*** Opening of Exercise data ***
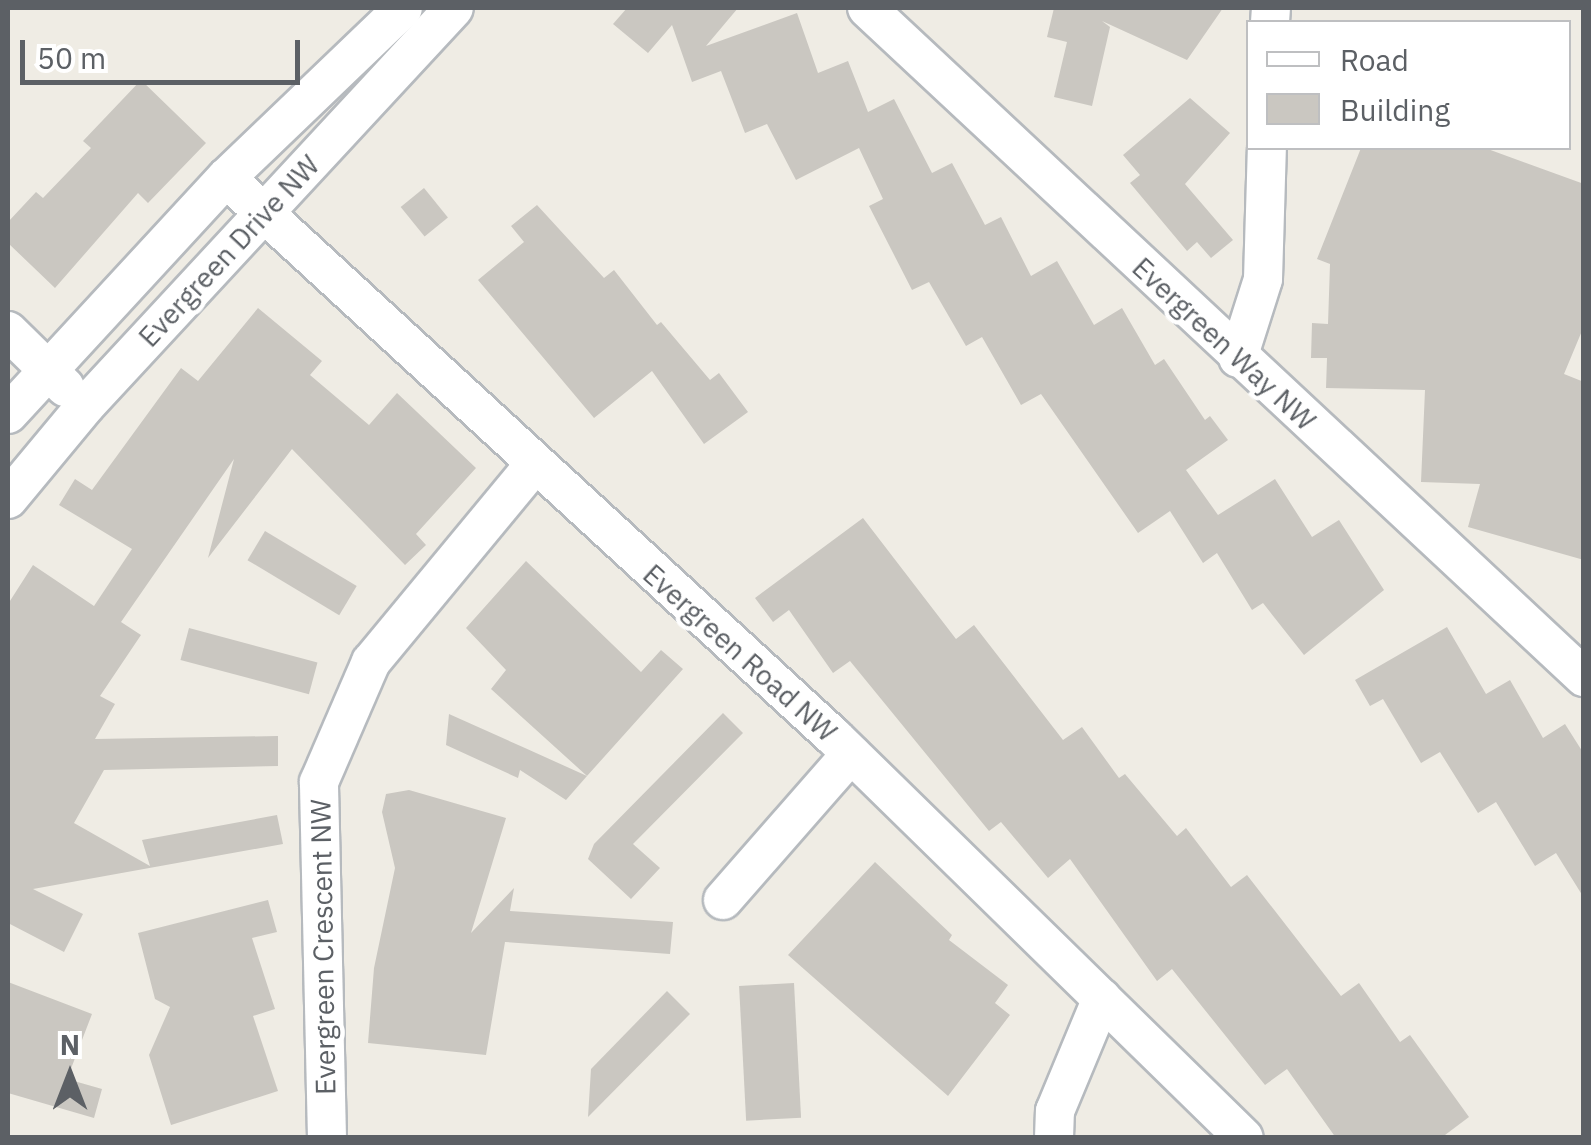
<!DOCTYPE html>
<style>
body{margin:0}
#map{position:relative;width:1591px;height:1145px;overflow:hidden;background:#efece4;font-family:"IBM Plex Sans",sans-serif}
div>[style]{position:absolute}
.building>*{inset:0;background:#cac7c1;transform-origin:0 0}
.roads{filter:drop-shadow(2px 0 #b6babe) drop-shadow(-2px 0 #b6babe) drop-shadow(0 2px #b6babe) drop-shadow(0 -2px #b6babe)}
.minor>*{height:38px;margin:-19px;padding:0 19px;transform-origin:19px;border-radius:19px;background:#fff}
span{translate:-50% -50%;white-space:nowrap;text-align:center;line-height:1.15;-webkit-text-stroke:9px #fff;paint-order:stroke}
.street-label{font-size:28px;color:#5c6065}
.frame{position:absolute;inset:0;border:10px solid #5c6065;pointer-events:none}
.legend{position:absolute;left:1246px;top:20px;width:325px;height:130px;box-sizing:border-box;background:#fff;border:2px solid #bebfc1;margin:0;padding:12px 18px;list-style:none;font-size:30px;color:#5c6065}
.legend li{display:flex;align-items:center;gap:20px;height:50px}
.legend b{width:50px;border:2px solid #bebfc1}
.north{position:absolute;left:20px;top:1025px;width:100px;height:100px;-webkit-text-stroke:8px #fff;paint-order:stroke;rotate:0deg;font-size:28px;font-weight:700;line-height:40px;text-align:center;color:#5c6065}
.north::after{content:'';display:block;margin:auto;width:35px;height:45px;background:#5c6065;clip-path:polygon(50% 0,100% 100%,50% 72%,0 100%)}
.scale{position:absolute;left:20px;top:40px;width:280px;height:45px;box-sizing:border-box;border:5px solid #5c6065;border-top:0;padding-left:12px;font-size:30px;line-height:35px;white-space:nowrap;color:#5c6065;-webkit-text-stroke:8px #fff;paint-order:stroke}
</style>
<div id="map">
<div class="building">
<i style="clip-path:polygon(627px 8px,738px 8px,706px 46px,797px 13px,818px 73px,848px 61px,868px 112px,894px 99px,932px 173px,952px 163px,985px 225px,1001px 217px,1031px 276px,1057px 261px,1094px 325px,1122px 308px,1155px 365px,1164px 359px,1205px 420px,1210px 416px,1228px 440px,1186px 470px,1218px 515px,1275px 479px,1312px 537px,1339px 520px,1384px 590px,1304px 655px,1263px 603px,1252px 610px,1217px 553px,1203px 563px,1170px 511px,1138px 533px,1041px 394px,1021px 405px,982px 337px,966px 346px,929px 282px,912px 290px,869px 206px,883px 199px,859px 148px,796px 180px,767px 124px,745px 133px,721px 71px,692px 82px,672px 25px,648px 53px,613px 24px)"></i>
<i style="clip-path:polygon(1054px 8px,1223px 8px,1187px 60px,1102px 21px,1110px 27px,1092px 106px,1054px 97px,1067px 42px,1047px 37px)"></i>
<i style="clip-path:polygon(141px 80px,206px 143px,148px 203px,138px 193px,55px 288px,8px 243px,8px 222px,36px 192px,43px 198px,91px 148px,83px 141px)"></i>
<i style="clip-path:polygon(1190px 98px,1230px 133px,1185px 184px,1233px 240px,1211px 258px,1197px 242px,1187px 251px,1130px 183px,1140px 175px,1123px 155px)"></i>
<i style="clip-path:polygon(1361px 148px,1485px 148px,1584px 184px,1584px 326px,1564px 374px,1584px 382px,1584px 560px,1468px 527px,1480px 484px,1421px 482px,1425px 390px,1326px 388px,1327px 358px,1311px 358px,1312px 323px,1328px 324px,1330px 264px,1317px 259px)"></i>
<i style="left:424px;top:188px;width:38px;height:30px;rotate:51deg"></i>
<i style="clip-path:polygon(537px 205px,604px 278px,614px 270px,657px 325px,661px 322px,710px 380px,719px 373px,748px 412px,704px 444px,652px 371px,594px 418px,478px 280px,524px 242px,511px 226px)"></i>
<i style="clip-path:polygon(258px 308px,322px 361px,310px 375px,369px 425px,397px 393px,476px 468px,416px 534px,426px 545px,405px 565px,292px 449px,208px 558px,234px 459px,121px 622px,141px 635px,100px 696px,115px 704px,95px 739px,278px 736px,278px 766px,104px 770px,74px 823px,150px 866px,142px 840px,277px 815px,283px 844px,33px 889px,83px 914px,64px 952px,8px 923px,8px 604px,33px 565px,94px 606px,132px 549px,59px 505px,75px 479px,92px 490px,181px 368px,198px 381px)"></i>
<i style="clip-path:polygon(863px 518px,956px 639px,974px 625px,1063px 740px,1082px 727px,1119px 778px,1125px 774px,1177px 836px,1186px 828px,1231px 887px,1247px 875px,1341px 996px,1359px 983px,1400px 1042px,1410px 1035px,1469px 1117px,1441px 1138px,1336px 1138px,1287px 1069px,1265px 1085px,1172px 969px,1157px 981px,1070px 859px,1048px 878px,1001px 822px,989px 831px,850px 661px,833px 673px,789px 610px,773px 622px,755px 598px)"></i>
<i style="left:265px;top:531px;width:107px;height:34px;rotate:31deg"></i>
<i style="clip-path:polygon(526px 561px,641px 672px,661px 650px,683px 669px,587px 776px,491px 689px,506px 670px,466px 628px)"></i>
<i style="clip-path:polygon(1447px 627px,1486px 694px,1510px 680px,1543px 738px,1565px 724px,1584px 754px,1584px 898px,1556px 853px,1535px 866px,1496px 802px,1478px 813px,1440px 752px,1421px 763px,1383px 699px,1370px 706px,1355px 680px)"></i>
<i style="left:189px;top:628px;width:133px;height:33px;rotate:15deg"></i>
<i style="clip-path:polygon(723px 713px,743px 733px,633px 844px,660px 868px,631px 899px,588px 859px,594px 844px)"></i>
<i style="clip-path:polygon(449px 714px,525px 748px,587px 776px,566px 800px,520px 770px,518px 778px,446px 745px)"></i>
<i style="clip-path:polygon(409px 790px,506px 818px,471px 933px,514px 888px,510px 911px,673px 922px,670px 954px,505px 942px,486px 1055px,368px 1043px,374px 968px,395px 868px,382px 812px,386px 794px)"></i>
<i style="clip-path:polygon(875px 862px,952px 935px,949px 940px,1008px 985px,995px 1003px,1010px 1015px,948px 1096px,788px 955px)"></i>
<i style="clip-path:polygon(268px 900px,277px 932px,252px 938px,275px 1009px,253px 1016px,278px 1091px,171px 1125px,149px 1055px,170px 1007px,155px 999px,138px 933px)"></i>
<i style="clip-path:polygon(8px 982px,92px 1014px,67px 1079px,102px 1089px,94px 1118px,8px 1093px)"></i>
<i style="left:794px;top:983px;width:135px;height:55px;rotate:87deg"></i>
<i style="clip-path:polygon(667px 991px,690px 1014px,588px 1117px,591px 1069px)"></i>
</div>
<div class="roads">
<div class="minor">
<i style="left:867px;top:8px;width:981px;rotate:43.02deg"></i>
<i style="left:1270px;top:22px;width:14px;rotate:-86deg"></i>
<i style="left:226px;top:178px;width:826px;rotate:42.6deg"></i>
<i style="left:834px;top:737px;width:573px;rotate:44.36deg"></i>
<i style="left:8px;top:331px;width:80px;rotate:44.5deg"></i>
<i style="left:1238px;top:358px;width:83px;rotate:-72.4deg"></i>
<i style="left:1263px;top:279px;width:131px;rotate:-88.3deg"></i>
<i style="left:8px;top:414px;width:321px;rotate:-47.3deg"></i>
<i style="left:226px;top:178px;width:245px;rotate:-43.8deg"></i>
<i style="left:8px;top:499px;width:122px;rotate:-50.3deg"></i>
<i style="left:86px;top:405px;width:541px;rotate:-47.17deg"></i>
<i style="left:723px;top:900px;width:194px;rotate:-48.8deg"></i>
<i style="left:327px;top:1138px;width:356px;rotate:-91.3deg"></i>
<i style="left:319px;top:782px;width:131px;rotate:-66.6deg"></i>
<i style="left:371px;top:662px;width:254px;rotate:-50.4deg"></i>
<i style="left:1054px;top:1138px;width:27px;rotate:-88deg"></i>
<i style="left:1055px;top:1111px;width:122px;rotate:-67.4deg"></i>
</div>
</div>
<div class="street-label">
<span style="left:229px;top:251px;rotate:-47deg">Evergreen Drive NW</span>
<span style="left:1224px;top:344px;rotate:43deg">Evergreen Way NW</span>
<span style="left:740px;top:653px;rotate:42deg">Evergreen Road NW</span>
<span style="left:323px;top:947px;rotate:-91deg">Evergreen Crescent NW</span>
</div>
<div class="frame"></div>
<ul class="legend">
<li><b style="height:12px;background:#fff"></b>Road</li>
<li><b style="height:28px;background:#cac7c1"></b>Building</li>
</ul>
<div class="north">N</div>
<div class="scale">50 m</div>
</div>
*** Close of Exercise data ***
* [Goal of the exercise] Everything from the first line of the entries above through the line with "0 #b6babe) drop-shadow(-2px" should be duplicated exactly, except the pictures.

* [Your response]
<!DOCTYPE html>
<style>
body{margin:0}
#map{position:relative;width:1591px;height:1145px;overflow:hidden;background:#efece4;font-family:"IBM Plex Sans",sans-serif}
div>[style]{position:absolute}
.building>*{inset:0;background:#cac7c1;transform-origin:0 0}
.roads{filter:drop-shadow(2px 0 #b6babe) drop-shadow(-2px 0 #b6babe) drop-shadow(0 2px #b6babe) drop-shadow(0 -2px #b6babe)}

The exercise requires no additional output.